What the exercise asks: All lines from the one containing "M 51,1053 L 76,1057 L 72,1077 L 47,1073 Z" down to the one containing "M 180,359 L 295,315 L 663,151", both ends included, are to be given again exactly; omit the rest of the listing below.

━━━

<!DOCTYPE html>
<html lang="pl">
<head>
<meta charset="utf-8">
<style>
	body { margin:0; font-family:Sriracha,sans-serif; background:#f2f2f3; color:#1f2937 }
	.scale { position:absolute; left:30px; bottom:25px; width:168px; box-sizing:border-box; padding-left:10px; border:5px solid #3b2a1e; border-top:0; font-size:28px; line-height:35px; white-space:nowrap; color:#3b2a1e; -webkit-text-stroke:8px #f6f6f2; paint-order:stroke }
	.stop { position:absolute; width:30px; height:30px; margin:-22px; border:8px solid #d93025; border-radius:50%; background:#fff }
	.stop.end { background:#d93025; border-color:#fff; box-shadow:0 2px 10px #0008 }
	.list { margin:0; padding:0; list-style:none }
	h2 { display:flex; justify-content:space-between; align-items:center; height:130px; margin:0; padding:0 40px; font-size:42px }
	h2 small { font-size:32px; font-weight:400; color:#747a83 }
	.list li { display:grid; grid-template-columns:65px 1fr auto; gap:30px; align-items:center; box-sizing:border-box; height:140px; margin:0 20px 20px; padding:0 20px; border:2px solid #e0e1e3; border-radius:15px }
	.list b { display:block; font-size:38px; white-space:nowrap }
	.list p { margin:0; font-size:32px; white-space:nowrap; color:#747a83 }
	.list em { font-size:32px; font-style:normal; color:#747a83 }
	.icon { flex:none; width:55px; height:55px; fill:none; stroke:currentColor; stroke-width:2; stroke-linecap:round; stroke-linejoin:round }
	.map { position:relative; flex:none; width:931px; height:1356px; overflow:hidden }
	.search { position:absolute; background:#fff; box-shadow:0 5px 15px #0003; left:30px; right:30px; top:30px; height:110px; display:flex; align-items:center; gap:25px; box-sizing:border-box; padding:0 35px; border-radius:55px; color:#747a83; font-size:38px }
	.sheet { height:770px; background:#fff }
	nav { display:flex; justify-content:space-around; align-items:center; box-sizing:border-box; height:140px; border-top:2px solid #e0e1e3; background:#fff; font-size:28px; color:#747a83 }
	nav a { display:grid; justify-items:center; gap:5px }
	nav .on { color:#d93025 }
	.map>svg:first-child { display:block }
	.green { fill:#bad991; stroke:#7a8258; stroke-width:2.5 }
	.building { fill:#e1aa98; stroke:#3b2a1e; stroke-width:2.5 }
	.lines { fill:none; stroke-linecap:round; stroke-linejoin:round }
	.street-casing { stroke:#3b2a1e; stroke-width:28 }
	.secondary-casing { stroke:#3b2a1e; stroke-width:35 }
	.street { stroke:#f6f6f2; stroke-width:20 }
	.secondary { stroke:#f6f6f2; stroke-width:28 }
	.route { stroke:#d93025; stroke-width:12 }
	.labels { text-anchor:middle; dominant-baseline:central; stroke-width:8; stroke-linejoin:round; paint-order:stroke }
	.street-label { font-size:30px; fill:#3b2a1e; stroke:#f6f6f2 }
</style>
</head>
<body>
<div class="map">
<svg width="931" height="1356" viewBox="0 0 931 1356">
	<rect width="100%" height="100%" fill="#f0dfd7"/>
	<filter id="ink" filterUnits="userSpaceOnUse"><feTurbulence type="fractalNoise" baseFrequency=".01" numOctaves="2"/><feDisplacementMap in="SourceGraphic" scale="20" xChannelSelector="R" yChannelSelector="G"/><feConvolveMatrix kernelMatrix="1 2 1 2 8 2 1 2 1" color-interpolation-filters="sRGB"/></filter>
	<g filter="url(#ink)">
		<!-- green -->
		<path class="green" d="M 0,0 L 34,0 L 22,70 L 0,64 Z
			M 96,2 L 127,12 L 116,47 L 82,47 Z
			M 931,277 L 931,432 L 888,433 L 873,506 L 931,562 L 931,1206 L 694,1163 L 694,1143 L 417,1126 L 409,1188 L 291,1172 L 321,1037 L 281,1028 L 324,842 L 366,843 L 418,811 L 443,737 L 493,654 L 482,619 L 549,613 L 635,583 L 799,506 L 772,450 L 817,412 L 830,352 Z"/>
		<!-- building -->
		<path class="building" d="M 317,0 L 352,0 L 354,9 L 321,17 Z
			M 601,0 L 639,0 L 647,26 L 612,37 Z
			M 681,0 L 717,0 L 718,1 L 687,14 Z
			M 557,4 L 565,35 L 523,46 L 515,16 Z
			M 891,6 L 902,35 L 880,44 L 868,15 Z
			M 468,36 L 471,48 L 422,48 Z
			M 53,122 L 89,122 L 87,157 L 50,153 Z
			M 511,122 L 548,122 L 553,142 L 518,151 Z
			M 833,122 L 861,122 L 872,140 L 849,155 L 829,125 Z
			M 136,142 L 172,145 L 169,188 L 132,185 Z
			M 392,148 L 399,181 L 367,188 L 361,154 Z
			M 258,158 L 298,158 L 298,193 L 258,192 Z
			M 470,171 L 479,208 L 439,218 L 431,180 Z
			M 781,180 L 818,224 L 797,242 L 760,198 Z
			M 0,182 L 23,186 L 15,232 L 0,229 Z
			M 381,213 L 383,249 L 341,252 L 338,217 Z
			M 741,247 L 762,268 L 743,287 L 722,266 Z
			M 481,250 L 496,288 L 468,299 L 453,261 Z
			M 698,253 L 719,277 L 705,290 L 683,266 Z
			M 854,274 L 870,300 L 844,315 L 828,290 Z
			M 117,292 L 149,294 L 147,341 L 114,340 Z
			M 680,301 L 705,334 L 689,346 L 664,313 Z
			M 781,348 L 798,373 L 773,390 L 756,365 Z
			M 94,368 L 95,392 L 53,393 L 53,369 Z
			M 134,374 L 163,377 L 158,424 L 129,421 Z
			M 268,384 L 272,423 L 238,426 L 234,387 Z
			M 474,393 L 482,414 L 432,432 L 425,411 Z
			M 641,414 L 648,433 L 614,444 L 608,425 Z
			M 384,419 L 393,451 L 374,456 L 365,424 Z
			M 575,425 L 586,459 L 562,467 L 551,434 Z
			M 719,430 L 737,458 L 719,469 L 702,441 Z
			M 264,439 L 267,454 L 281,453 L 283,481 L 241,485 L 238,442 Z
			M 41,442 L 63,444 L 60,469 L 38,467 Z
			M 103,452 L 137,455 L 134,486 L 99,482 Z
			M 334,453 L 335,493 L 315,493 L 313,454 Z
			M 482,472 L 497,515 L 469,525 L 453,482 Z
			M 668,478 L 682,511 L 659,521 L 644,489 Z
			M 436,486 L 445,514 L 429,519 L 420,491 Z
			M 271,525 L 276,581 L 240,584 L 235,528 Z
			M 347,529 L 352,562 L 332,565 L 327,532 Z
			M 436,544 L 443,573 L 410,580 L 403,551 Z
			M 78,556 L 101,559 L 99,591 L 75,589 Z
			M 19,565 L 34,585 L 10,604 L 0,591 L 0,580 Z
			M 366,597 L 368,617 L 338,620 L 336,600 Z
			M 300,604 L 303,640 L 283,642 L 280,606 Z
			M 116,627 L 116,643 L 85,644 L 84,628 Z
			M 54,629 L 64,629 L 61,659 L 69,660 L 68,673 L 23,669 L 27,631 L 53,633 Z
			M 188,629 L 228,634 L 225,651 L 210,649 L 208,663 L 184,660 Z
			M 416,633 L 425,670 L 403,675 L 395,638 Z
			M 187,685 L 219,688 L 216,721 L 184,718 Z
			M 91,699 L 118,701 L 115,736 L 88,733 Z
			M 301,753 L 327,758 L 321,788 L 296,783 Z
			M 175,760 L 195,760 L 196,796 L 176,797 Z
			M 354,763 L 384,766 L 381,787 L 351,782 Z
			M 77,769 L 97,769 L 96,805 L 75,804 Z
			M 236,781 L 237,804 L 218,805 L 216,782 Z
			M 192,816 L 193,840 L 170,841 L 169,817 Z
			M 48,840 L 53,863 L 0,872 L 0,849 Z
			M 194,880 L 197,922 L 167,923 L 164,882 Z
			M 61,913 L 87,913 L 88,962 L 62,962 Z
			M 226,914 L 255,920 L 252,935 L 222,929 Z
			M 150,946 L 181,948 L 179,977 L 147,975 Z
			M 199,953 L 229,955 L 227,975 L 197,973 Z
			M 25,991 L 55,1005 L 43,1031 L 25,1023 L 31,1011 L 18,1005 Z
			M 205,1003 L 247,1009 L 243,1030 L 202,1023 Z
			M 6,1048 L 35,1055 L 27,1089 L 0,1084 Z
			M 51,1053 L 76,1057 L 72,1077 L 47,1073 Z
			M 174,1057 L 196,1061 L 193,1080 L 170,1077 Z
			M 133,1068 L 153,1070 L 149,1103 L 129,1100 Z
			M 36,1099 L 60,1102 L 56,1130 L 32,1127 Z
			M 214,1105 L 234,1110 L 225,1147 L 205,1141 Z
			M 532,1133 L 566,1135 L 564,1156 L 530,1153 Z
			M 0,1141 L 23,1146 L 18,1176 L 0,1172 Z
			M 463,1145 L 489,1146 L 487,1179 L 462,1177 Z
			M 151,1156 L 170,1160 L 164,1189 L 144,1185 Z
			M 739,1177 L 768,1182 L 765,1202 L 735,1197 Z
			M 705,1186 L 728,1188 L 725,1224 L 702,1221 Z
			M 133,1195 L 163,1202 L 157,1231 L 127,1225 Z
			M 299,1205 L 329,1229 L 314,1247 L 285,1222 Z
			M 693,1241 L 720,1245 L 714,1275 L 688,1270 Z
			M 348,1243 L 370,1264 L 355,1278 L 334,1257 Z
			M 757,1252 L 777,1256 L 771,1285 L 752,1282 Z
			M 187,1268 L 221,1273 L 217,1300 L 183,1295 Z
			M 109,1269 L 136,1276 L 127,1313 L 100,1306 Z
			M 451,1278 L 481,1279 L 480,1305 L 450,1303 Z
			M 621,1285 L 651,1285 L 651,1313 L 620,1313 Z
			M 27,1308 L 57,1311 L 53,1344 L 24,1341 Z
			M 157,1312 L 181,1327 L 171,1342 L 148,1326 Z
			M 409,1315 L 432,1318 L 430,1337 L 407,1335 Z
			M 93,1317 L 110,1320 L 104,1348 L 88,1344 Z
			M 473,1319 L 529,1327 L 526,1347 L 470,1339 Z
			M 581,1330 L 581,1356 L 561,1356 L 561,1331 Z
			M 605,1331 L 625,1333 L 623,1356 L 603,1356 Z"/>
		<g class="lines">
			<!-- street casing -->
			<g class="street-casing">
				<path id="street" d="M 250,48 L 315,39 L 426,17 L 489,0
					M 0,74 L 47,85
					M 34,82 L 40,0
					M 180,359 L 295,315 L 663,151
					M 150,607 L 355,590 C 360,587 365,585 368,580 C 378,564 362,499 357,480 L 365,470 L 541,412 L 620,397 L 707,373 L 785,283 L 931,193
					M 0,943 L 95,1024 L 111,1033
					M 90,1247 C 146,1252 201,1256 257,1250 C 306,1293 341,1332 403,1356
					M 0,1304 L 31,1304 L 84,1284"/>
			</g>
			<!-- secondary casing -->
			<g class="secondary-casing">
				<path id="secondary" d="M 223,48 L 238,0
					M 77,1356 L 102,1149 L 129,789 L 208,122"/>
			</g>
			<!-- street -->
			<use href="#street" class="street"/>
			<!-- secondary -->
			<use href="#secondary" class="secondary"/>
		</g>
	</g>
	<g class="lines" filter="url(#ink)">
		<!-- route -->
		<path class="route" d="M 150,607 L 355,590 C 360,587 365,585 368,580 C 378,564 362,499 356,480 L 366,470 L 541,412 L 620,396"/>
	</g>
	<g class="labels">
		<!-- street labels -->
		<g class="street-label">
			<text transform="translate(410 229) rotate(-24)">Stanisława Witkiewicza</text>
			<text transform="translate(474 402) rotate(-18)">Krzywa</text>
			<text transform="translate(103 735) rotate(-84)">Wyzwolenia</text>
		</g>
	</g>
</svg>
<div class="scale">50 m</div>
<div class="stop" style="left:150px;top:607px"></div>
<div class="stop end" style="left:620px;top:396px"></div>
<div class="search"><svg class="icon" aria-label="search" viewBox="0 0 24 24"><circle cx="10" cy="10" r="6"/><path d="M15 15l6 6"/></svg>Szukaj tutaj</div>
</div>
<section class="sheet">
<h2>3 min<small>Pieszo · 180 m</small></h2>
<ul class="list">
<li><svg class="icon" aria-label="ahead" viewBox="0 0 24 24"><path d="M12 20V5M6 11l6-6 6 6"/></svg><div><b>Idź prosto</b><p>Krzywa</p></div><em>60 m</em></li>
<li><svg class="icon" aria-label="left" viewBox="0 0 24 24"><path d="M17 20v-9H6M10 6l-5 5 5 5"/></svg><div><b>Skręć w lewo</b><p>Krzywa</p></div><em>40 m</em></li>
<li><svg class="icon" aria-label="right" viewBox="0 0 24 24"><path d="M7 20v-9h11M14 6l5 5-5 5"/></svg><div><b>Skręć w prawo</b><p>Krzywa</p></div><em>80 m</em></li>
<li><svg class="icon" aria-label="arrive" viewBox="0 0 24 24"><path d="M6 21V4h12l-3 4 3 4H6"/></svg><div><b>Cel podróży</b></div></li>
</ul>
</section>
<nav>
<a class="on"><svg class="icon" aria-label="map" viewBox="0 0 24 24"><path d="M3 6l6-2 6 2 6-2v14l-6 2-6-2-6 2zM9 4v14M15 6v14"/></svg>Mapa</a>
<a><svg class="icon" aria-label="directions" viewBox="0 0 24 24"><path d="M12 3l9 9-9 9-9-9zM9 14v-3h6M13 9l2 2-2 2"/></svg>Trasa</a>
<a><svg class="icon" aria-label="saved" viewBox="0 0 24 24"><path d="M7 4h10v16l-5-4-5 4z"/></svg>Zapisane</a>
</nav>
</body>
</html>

━━━

Task output:
			M 51,1053 L 76,1057 L 72,1077 L 47,1073 Z
			M 174,1057 L 196,1061 L 193,1080 L 170,1077 Z
			M 133,1068 L 153,1070 L 149,1103 L 129,1100 Z
			M 36,1099 L 60,1102 L 56,1130 L 32,1127 Z
			M 214,1105 L 234,1110 L 225,1147 L 205,1141 Z
			M 532,1133 L 566,1135 L 564,1156 L 530,1153 Z
			M 0,1141 L 23,1146 L 18,1176 L 0,1172 Z
			M 463,1145 L 489,1146 L 487,1179 L 462,1177 Z
			M 151,1156 L 170,1160 L 164,1189 L 144,1185 Z
			M 739,1177 L 768,1182 L 765,1202 L 735,1197 Z
			M 705,1186 L 728,1188 L 725,1224 L 702,1221 Z
			M 133,1195 L 163,1202 L 157,1231 L 127,1225 Z
			M 299,1205 L 329,1229 L 314,1247 L 285,1222 Z
			M 693,1241 L 720,1245 L 714,1275 L 688,1270 Z
			M 348,1243 L 370,1264 L 355,1278 L 334,1257 Z
			M 757,1252 L 777,1256 L 771,1285 L 752,1282 Z
			M 187,1268 L 221,1273 L 217,1300 L 183,1295 Z
			M 109,1269 L 136,1276 L 127,1313 L 100,1306 Z
			M 451,1278 L 481,1279 L 480,1305 L 450,1303 Z
			M 621,1285 L 651,1285 L 651,1313 L 620,1313 Z
			M 27,1308 L 57,1311 L 53,1344 L 24,1341 Z
			M 157,1312 L 181,1327 L 171,1342 L 148,1326 Z
			M 409,1315 L 432,1318 L 430,1337 L 407,1335 Z
			M 93,1317 L 110,1320 L 104,1348 L 88,1344 Z
			M 473,1319 L 529,1327 L 526,1347 L 470,1339 Z
			M 581,1330 L 581,1356 L 561,1356 L 561,1331 Z
			M 605,1331 L 625,1333 L 623,1356 L 603,1356 Z"/>
		<g class="lines">
			<!-- street casing -->
			<g class="street-casing">
				<path id="street" d="M 250,48 L 315,39 L 426,17 L 489,0
					M 0,74 L 47,85
					M 34,82 L 40,0
					M 180,359 L 295,315 L 663,151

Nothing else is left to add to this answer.